### ABOUT THIS TASK
Would you find each line in the entries below with the string "index" and copy it?

(Collected data)
◆ ◆ ◆ ◆ ◆ ◆ ◆
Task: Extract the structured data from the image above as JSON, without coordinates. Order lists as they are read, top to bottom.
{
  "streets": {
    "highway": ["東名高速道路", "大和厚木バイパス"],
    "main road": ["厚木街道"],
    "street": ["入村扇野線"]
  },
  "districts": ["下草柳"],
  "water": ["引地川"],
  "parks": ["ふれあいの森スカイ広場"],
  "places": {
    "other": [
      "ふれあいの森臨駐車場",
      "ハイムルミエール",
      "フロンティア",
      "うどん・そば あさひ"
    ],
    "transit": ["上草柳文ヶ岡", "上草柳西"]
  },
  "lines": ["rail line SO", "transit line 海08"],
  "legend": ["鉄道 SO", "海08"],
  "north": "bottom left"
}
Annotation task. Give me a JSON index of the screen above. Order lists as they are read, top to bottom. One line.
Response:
◆ ◆ ◆ ◆ ◆ ◆ ◆
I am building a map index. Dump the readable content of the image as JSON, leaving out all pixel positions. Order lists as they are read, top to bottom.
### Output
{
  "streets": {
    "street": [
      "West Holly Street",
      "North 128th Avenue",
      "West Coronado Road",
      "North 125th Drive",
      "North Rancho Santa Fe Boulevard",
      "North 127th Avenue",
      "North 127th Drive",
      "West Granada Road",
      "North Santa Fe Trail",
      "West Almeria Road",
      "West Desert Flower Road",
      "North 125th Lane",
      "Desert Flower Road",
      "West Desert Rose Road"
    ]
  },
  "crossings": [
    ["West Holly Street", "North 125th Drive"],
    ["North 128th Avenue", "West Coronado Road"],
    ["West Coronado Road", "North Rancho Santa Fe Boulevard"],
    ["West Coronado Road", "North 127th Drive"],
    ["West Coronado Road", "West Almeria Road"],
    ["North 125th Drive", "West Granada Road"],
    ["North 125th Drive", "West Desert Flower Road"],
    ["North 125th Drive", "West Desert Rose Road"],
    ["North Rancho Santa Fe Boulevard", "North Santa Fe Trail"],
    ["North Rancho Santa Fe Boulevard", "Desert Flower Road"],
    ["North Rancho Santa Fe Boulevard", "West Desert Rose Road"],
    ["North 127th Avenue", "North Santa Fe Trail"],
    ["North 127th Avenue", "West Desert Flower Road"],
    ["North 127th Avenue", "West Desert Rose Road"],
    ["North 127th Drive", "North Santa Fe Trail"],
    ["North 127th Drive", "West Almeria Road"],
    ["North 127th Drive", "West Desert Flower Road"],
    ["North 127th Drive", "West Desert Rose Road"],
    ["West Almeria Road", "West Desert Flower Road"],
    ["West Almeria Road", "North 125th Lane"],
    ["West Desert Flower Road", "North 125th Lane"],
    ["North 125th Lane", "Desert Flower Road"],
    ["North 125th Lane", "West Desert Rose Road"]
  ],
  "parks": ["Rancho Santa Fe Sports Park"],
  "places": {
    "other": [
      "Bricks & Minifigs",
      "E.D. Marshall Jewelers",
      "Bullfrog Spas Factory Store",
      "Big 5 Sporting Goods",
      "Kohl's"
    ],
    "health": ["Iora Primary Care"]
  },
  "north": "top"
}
◆ ◆ ◆ ◆ ◆ ◆ ◆
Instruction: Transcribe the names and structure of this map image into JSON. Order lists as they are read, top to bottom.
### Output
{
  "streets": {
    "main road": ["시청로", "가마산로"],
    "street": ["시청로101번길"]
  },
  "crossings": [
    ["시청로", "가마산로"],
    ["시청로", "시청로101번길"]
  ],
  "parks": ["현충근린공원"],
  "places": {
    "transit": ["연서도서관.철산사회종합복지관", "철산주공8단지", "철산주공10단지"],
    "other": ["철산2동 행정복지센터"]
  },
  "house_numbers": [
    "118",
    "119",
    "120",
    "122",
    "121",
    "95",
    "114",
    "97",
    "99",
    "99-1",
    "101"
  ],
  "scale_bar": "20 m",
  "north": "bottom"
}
◆ ◆ ◆ ◆ ◆ ◆ ◆
### ANSWER BELOW
Annotation task. Give me a JSON index of the screen above. Order lists as they are read, top to bottom. One line.
I am building a map index. Dump the readable content of the image as JSON, leaving out all pixel positions. Order lists as they are read, top to bottom.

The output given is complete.